*EXERCISE DESCRIPTION*:
Copy, from the material below, each line where "lines" shows up.
★ ★ ★ ★ ★ ★ ★
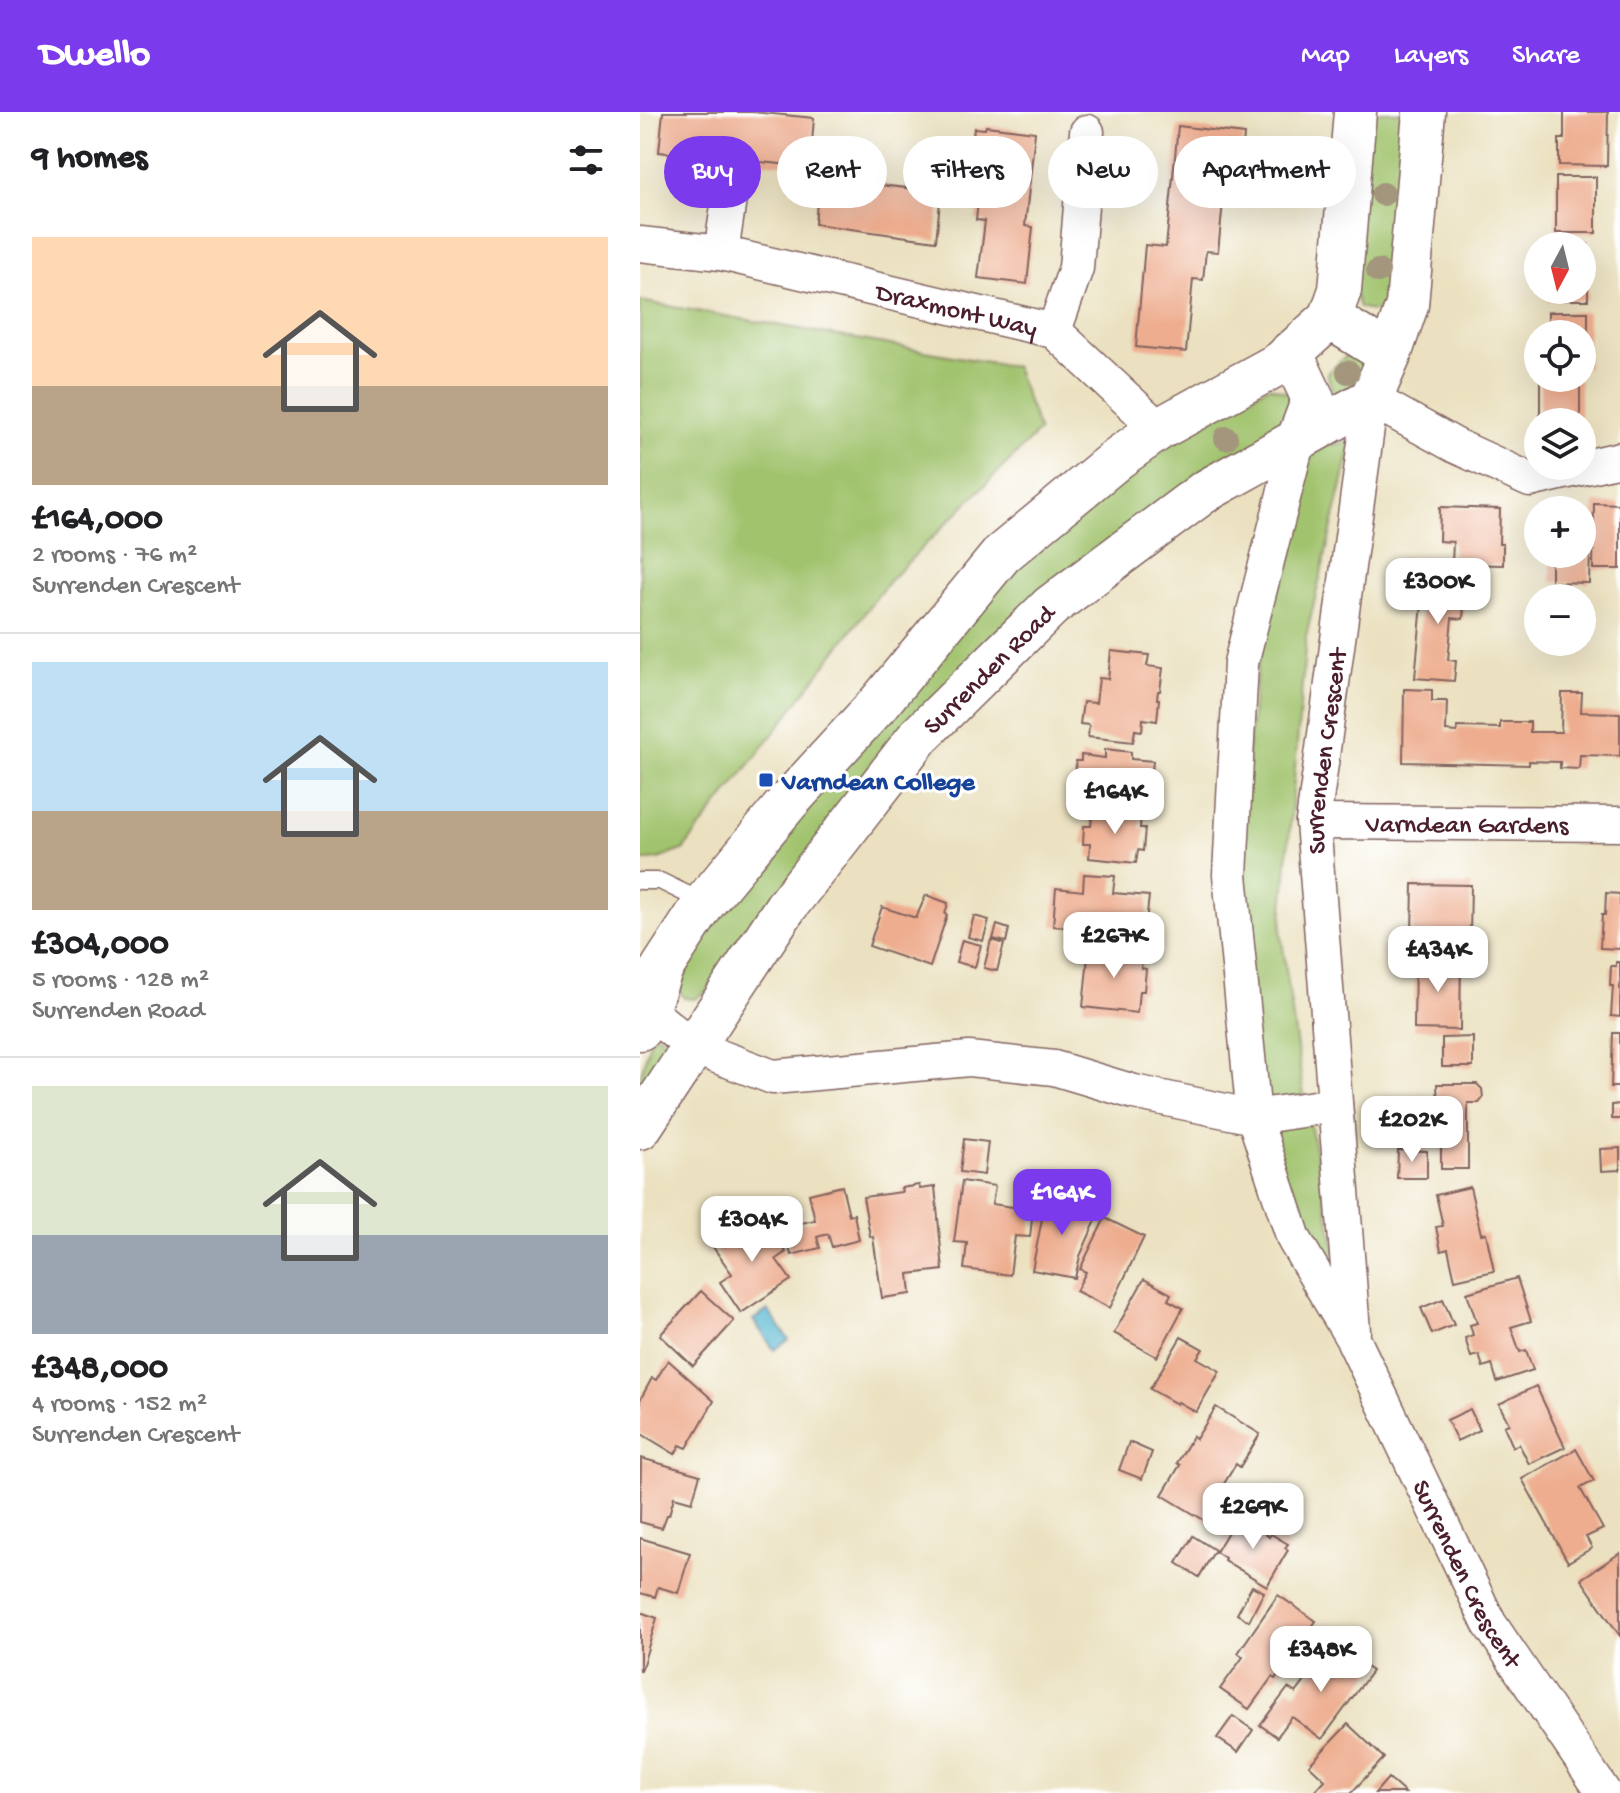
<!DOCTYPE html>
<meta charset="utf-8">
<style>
body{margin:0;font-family:"Gochi Hand",sans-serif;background:#f2f2f2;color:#202124;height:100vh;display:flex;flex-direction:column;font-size:30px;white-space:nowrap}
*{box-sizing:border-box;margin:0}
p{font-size:26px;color:#757577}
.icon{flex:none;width:44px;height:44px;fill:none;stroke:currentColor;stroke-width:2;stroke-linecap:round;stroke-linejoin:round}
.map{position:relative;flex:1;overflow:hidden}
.details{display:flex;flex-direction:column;background:#fff;width:640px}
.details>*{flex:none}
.hud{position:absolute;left:24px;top:24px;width:760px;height:72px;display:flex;gap:16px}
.needle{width:52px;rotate:187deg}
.tools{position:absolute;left:884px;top:120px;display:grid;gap:16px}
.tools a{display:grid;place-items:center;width:72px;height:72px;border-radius:50%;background:#fff;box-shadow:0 8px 32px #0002;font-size:40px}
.price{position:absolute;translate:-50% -68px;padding:0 18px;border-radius:16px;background:#fff;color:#222;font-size:26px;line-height:52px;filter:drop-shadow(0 2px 4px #0008)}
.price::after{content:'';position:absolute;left:50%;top:48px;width:24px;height:18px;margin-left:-12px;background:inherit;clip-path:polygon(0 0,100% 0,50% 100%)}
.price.current{background:#7c3aed;color:#fff}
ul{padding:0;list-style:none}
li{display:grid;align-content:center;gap:16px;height:424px;padding:0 32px}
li+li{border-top:2px solid #e0e0e0}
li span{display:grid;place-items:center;height:248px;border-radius:0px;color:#555}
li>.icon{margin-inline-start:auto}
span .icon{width:144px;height:144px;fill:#fffc;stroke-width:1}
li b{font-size:34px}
h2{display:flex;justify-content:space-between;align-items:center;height:96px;padding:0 32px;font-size:34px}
.chip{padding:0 28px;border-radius:36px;background:#fff;box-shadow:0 8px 32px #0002;font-size:28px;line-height:72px}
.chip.current{background:#7c3aed;color:#fff}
header{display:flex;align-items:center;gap:48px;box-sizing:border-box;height:112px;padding:0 40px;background:#7c3aed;color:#fff}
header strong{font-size:38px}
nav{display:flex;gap:44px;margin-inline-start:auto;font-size:28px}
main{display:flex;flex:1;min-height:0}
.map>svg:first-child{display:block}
.green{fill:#a1c36d;stroke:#76714c;stroke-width:2}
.water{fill:#50b3ce;stroke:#4d697c;stroke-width:2}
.building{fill:#eead8f}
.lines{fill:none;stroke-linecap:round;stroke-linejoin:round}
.service-casing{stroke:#82635f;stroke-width:19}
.minor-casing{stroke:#82635f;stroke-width:37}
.tertiary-casing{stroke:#82635f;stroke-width:45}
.service{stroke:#fff;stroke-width:16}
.minor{stroke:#fff;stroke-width:34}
.tertiary{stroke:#fff;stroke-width:42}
.tree{fill:#a3967b}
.transit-dot{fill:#1a4fb4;stroke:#fff;stroke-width:3}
.labels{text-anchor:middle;stroke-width:6;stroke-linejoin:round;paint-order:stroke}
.street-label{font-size:26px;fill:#4a1f2b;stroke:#fff}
.transit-label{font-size:26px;font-weight:bold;fill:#164399;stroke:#fff;text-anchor:start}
</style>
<header>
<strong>Dwello</strong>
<nav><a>Map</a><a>Layers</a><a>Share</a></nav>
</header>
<main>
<section class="details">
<h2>9 homes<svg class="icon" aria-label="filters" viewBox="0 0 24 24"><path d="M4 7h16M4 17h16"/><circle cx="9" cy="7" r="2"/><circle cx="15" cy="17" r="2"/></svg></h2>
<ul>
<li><span style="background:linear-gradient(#ffd9b3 60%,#b9a48a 0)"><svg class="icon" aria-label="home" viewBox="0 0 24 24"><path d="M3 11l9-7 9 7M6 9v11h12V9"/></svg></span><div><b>£164,000</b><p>2 rooms · 76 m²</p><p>Surrenden Crescent</p></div></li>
<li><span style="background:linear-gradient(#bfe0f5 60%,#b9a48a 0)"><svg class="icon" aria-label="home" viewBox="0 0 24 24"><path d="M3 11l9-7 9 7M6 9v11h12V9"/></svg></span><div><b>£304,000</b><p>5 rooms · 128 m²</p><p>Surrenden Road</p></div></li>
<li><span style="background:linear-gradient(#dfe7d0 60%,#9aa5b1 0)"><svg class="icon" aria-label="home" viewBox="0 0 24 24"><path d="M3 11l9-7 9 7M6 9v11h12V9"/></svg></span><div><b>£348,000</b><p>4 rooms · 152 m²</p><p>Surrenden Crescent</p></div></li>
</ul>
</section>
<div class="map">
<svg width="980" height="1681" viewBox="0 0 980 1681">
<rect width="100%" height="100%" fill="#fff"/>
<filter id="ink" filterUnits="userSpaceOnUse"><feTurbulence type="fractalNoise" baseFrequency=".0125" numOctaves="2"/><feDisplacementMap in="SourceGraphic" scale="16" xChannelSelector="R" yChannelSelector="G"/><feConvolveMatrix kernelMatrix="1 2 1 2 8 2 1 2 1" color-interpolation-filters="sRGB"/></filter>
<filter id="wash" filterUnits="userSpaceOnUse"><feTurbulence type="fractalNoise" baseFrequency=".006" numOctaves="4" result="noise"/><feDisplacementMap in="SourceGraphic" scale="32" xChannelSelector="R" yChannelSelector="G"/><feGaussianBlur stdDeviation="1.8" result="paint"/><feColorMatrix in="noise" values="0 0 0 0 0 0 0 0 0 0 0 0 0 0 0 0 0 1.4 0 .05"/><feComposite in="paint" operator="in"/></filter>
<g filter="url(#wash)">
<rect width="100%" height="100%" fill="#ebe1c0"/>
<g class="green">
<polygon points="726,0 769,0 747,196 732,199 719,195 713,177"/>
<polygon points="0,189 375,255 399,319 249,469 120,639 43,738 18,747 0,749"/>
<polygon points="714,237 742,251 694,285 687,261"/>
<polygon points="629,274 649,281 656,292 653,312 537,378 65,880 55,887 44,886 38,876 89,776 378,447 542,324"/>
<polygon points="712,330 666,525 641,821 662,972 713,1227 617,1001 593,763 618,553 668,335"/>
<polygon points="20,923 28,936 0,988 0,966 11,925"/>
</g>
<polygon class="water" points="128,1198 149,1228 134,1238 113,1208"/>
<g id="blocks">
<g class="building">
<polygon points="23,0 112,0 174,6 170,55 19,40"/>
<polygon points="924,0 968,0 967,54 919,53 919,27 924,27"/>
<polygon points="346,14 395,20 385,114 393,115 387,172 338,166 345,109 336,108 343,44 331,42 334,16 345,17"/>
<polygon points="538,14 604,22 602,51 587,50 578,140 566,139 563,168 553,167 546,240 496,235 505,133 526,135"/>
<polygon points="180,60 240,66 240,73 301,80 296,129 175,112"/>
<rect x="916" y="65" width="40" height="56"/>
<polygon points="942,132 948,132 948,188 908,188 908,178 942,178"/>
<polygon points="908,200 948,200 948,256 942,256 942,222 908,222"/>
<polygon points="900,267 940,268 940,310 900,310"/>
<polygon points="954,391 980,392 980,457 953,457"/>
<polygon points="800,395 860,397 859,432 863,432 863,453 812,452 813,430 799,429"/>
<polygon points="893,405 898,406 898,433 892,433"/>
<polygon points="942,407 951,407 949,471 911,470 911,442 942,442"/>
<polygon points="785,460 816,463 815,478 825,478 823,507 812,506 808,548 816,549 814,569 775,566"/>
<polygon points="471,539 509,543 507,554 523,556 520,579 518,579 517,587 519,587 517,609 503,607 502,619 495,618 493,630 448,625 449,613 440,612 443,590 456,591 459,566 468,567"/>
<polygon points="764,577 792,578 792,589 807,589 806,619 817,620 817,615 860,616 860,610 890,610 890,620 921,620 922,581 942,581 941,600 980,601 980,644 940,643 939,657 920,656 920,650 889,649 889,653 763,650"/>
<polygon points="465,637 491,640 491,647 513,649 510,678 505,677 503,693 452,687 453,678 438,676 439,670 435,670 436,649 441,649 441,643 465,646"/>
<polygon points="453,697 501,701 500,716 505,716 503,739 498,738 496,751 449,746 450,732 443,732 444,714 451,714"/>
<polygon points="444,762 475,764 473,781 509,784 506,811 450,806 449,817 413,814 416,776 443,779"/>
<polygon points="773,772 831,773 830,825 772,824"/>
<polygon points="966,781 980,782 980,837 960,836 962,803 965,803"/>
<polygon points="286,783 308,791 305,802 307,803 290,855 229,834 242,795 276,806"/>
<polygon points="334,804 349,808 343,829 328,825"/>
<polygon points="357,813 369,817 366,830 353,827"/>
<polygon points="322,828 341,833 335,855 316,850"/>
<polygon points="351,828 364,832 357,859 344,856"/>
<polygon points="449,835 503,841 501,856 506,857 504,879 499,879 497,901 443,895"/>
<polygon points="775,845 821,846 820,918 774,917"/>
<polygon points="976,850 980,850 980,905 971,904 973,874 970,874 971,854 976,854"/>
<polygon points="973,921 980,921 980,975 971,975"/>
<polygon points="833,925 833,955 802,955 802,926"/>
<polygon points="797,972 837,972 842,977 843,986 839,991 828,991 828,1057 801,1057 801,1018 787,1018 787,993 798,993"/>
<polygon points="980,992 980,1007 972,1007 972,993"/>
<polygon points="324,1027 348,1030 344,1063 320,1060"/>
<polygon points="980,1036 980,1058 961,1059 960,1037"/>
<polygon points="758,1038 787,1039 787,1066 757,1066"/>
<polygon points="322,1069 355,1074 352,1092 393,1098 390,1125 375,1124 370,1163 324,1157 327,1131 314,1130"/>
<polygon points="279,1073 280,1077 295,1075 303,1158 269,1162 271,1182 242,1186 233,1125 230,1124 223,1085 262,1080 261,1076"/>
<polygon points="202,1074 209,1103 214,1102 219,1128 192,1135 188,1122 177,1125 180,1136 151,1143 147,1126 141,1127 133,1099 148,1096 152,1113 175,1108 169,1082"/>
<polygon points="830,1075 841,1122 846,1121 854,1159 815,1168 808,1137 801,1139 796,1115 803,1114 796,1083"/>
<polygon points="407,1081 426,1085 425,1091 449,1096 448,1102 458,1104 440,1144 435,1166 392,1158"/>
<polygon points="121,1103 146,1140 136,1147 151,1168 101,1201 80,1170 92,1162 73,1135"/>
<polygon points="465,1106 504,1125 470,1196 436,1179 446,1160 440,1157"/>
<polygon points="877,1166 891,1209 871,1215 880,1240 886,1238 893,1258 857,1270 852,1252 843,1255 839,1243 831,1245 825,1226 833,1223 830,1213 837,1211 827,1181"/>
<polygon points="504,1167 531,1182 528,1188 543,1196 517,1245 474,1221"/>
<polygon points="61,1179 94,1209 53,1254 20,1223"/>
<polygon points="803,1187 814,1213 792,1222 781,1196"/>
<polygon points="541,1225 563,1237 557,1246 580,1259 556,1300 538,1290 537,1292 510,1277"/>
<polygon points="28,1248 74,1289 47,1336 40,1333 35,1342 0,1321 0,1288 12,1266 16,1268"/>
<polygon points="896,1274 925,1335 889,1352 879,1332 873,1335 864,1314 869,1312 859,1292"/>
<polygon points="576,1295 620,1322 600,1355 596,1352 582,1375 587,1378 567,1410 522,1383 540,1353 537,1351 553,1324 556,1327"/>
<polygon points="830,1297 840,1318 817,1329 807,1308"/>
<polygon points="489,1330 512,1340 502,1367 479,1358"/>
<polygon points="936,1337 954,1369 940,1376 963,1417 946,1425 952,1436 928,1450 882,1367"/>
<polygon points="1,1346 60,1363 52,1390 34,1385 29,1403 27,1403 22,1416 0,1410"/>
<polygon points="595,1408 605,1414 609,1408 627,1418 625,1422 629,1425 631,1422 648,1432 645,1436 648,1438 627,1474 584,1448 585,1446 576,1440"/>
<polygon points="553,1424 575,1438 559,1465 537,1451"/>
<polygon points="0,1426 50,1441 38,1481 18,1475 15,1485 0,1481"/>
<polygon points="980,1441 980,1524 941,1467"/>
<polygon points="612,1474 624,1480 609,1509 597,1502"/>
<polygon points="638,1483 676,1509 635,1567 632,1565 609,1597 580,1577 603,1545 598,1541"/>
<polygon points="0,1500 17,1506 1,1559 0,1559"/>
<polygon points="702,1532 723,1547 720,1551 732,1559 682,1627 652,1605 637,1625 620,1613 648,1576 656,1581 692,1533 698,1538"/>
<polygon points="593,1604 613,1618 598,1640 577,1626"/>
<polygon points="708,1612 744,1646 711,1681 673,1681 685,1668 669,1653"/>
<polygon points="748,1666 765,1681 735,1681"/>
</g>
</g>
</g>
<g filter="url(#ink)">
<use href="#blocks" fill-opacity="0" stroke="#82635f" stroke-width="2"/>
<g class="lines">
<defs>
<polyline id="service" points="0,769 20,769 63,790"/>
<g id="minor">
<path id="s1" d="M0,132L81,141L414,219L519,317"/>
<polyline points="81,141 91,74"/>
<polyline points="414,219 436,156 447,20"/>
<path id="s2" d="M658,327L601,551L590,763L614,1005L654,1127L713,1227L849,1511L964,1681"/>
<path id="s3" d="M673,710L980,712"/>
<polyline points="6,897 53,935 133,965 329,947 414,956 494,980 614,1005 695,993"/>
<path id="s4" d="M713,1219L673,710L731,287L816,334L890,368L980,347"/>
</g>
<g id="tertiary">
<polyline points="690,206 750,243"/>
<polyline points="651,240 673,287 658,327"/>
<polyline points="0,917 22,856 65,790 148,690 240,590 362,442 478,346 519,317 640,251 690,206 700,178 715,0"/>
<path id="s5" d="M0,1016L145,796L279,624L411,494L564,380L731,287L750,243L767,193L784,0"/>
</g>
</defs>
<use href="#service" class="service-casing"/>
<use href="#minor" class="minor-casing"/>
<use href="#tertiary" class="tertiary-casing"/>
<use href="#service" class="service"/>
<use href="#minor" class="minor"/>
<use href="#tertiary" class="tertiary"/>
</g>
<g class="tree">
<circle cx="743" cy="82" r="12"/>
<circle cx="738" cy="159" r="12"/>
<circle cx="708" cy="260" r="12"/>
<circle cx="586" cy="326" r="12"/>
</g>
</g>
<rect class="transit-dot" x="118" y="660" width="16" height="16" rx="4"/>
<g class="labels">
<g class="street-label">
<text dy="9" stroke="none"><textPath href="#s1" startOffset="324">Draxmont Way</textPath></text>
<text dy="9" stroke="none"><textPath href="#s5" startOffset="578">Surrenden Road</textPath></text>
<text dy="9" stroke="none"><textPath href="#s4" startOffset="582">Surrenden Crescent</textPath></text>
<text dy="9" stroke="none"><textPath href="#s3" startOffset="154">Varndean Gardens</textPath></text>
<text dy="9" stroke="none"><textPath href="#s2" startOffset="1192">Surrenden Crescent</textPath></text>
</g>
<g class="transit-label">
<text x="142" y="677">Varndean College</text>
</g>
</g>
</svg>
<div class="tools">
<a><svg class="needle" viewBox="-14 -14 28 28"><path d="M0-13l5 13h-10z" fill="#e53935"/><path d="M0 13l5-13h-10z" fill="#757577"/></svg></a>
<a><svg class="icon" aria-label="locate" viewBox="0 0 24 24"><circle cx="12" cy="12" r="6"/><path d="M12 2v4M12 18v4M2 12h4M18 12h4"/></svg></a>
<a><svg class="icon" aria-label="layers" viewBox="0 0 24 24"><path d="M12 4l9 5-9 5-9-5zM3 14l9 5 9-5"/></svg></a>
<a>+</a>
<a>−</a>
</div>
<b class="price" style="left:798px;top:514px">£300K</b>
<b class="price" style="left:475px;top:724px">£164K</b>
<b class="price" style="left:474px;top:868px">£267K</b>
<b class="price" style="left:798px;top:882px">£434K</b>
<b class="price" style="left:772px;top:1052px">£202K</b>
<b class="price current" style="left:422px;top:1125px">£164K</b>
<b class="price" style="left:112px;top:1152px">£304K</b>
<b class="price" style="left:613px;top:1439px">£269K</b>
<b class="price" style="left:681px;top:1582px">£348K</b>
<div class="hud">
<a class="chip current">Buy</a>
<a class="chip">Rent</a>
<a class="chip">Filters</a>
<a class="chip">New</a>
<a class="chip">Apartment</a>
</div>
</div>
</main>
★ ★ ★ ★ ★ ★ ★
*WRITTEN SOLUTION*:
.lines{fill:none;stroke-linecap:round;stroke-linejoin:round}
<g class="lines">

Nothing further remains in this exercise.